AI Co-pilots: How Microsoft and Regard Are Redefining Clinical Work
- 17% increase in capture of comorbidities and major comorbidities (CC/MCC) at Sentara Health
- 4x return on investment per user reported by Sentara Health
- $200 million in earned revenue unlocked across 150+ partner hospitals
Experts agree that this AI integration enhances diagnostic accuracy and reduces clinician burnout, but emphasize the need for robust governance, security, and fairness to ensure ethical and effective implementation.
AI Co-pilots: How Microsoft and Regard Are Redefining Clinical Work
LAS VEGAS, NV – March 05, 2026 – As thousands of healthcare leaders prepare to gather for the annual HIMSS Global Health Conference, a new partnership between AI documentation leader Regard and tech giant Microsoft is poised to capture the industry's attention. The companies have announced a strategic integration that embeds Regard's clinical intelligence platform directly within Microsoft's Dragon Copilot, creating a powerful new tool designed to tackle two of healthcare's most persistent challenges: diagnostic accuracy and clinician burnout.
The collaboration, which will be showcased live at the conference, promises to create a seamless workflow that combines the power of ambient AI—which listens to and transcribes patient-doctor conversations—with deep, automated analysis of a patient's entire medical history.
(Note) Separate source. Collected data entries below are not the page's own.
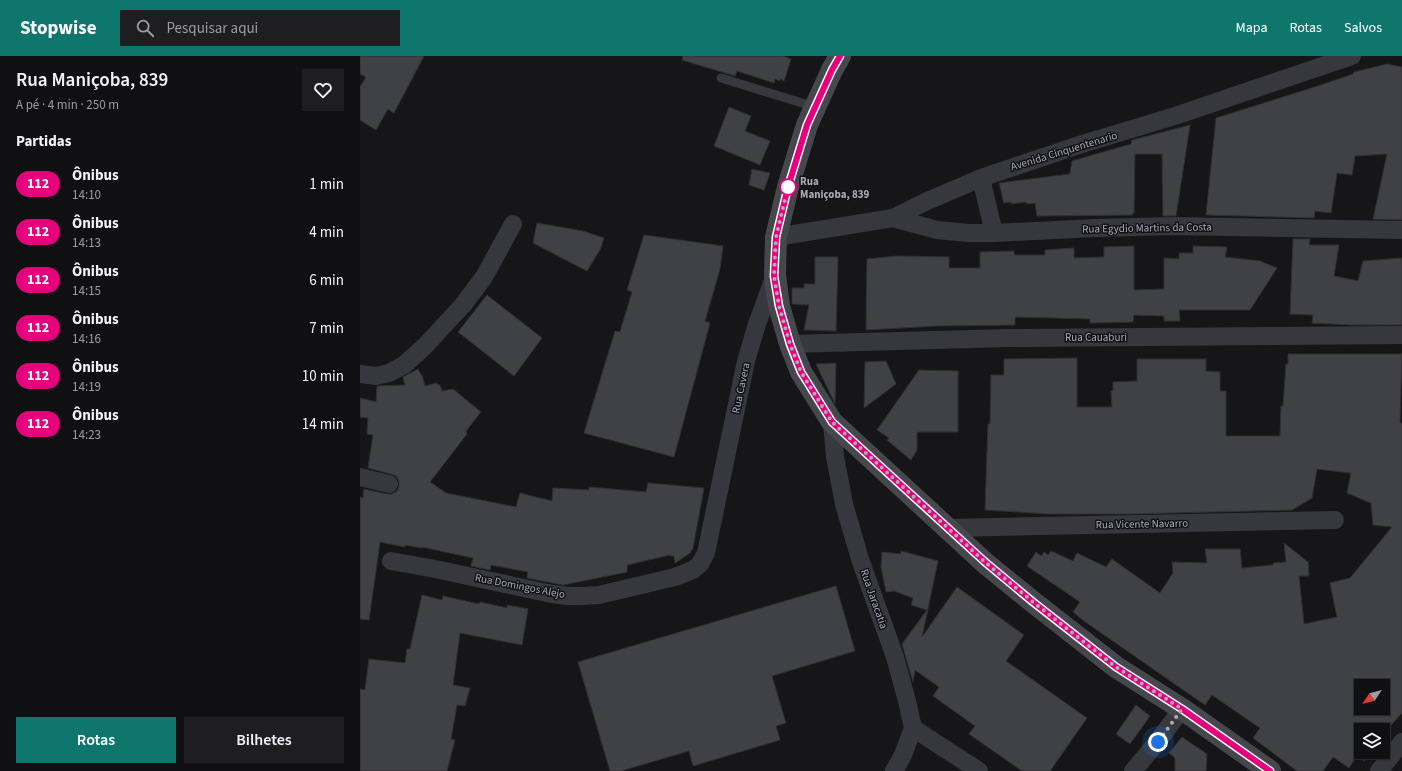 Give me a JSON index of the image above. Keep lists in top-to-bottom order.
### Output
{
  "streets": {
    "street": [
      "Avenida Cinquentenario",
      "Rua Egydio Martins da Costa",
      "Rua Cauaburi",
      "Rua Cavera",
      "Rua Vicente Navarro",
      "Rua Domingos Alejo",
      "Rua Jaracatia"
    ]
  },
  "crossings": [
    ["Avenida Cinquentenario", "Rua Egydio Martins da Costa"],
    ["Rua Cavera", "Rua Domingos Alejo"]
  ],
  "places": ["Rua Maniçoba, 839"],
  "lines": ["bus line 112"],
  "north": "bottom left",
  "page": {
    "header": "Stopwise",
    "search": "Pesquisar aqui",
    "nav": ["Mapa", "Rotas", "Salvos"],
    "heading": [
      ["Rua Maniçoba, 839", "A pé · 4 min · 250 m"],
      "Partidas"
    ],
    "list": [
      {
        "mark": "112",
        "name": "Ônibus",
        "note": "14:10",
        "value": "1 min"
      },
      {
        "mark": "112",
        "name": "Ônibus",
        "note": "14:13",
        "value": "4 min"
      },
      {
        "mark": "112",
        "name": "Ônibus",
        "note": "14:15",
        "value": "6 min"
      },
      {
        "mark": "112",
        "name": "Ônibus",
        "note": "14:16",
        "value": "7 min"
      },
      {
        "mark": "112",
        "name": "Ônibus",
        "note": "14:19",
        "value": "10 min"
      },
      {
        "mark": "112",
        "name": "Ônibus",
        "note": "14:23",
        "value": "14 min"
      }
    ],
    "buttons": ["Rotas", "Bilhetes"]
  }
} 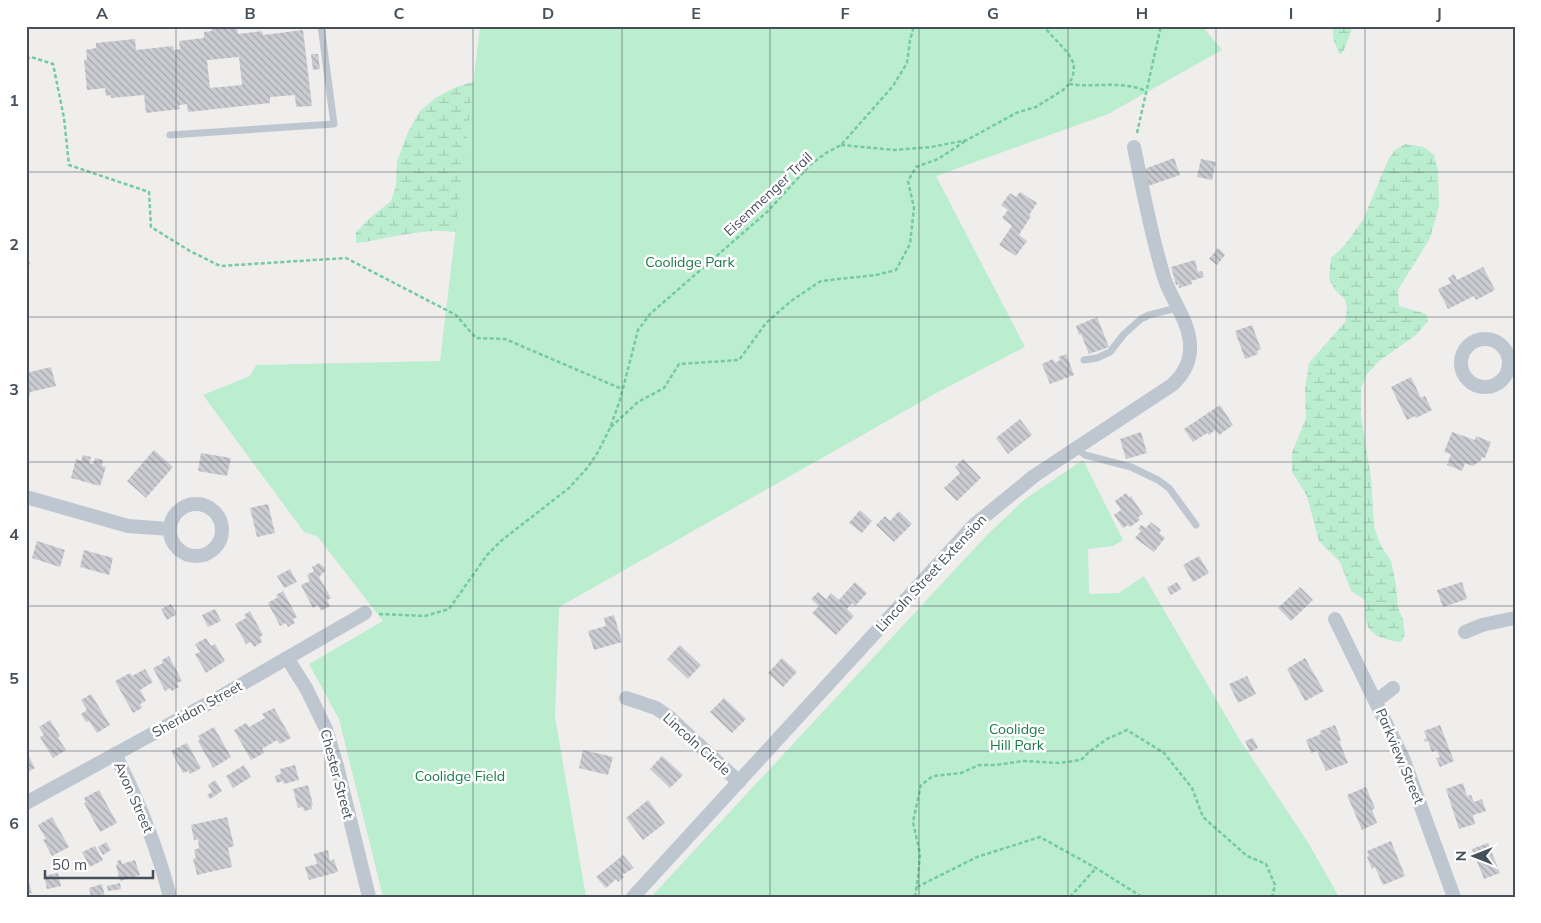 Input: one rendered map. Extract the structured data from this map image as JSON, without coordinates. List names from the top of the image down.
{
  "streets": {
    "street": [
      "Lincoln Street Extension",
      "Sheridan Street",
      "Lincoln Circle",
      "Parkview Street",
      "Chester Street",
      "Avon Street"
    ],
    "path": ["Eisenmenger Trail"]
  },
  "crossings": [
    ["Eisenmenger Trail", "Sheridan Street"],
    ["Lincoln Street Extension", "Lincoln Circle"],
    ["Sheridan Street", "Chester Street"],
    ["Sheridan Street", "Avon Street"]
  ],
  "parks": ["Coolidge Park", "Coolidge Hill Park", "Coolidge Field"],
  "scale_bar": "50 m",
  "north": "left",
  "grid": {
    "columns": [
      "A",
      "B",
      "C",
      "D",
      "E",
      "F",
      "G",
      "H",
      "I",
      "J"
    ],
    "rows": [
      "1",
      "2",
      "3",
      "4",
      "5",
      "6"
    ]
  }
}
The goal is to give clinicians a comprehensive, real-time understanding of their patients' conditions, reduce the crushing burden of documentation, and unlock significant financial and clinical value for health systems.
The Synergy of Two AIs
At the heart of the partnership is the integration of two distinct but complementary AI technologies. Microsoft's Dragon Copilot, built upon the foundation of its $16 billion acquisition of Nuance, excels at capturing the in-the-moment details of a clinical encounter. The ambient AI listens to the natural conversation between a physician and patient, automatically structuring the dialogue into a clinical note. This frees the clinician from the keyboard, allowing them to focus on the patient in front of them.
While Dragon Copilot captures what happens in the room, Regard's platform answers the question of what has happened before. It acts as an intelligent layer that scours the entirety of a patient's electronic health record (EHR)—including lab results, past notes, medications, and imaging reports. It searches for patterns, surfaces potential diagnoses that may have been missed, and identifies opportunities for more specific and accurate documentation.
"Dragon Copilot captures physician and patient conversation in the room. Regard ensures nothing in the chart gets missed. Together, they give clinicians the full picture, allowing them to focus more on patients and less on documentation," explained Dr. David Kirk, Chief Medical Officer of Regard, in the announcement.
The integrated workflow demonstrates this synergy in action. As Dragon Copilot generates a note from a patient visit, Regard’s AI simultaneously analyzes that new information in the context of the patient's full longitudinal record. For example, if a conversation leads to a general diagnosis of "heart failure," Regard can instantly pull supporting clinical evidence from across the chart—such as ejection fraction, lab results, and medications—to help the clinician document the condition with greater specificity, which is crucial for both treatment and proper billing.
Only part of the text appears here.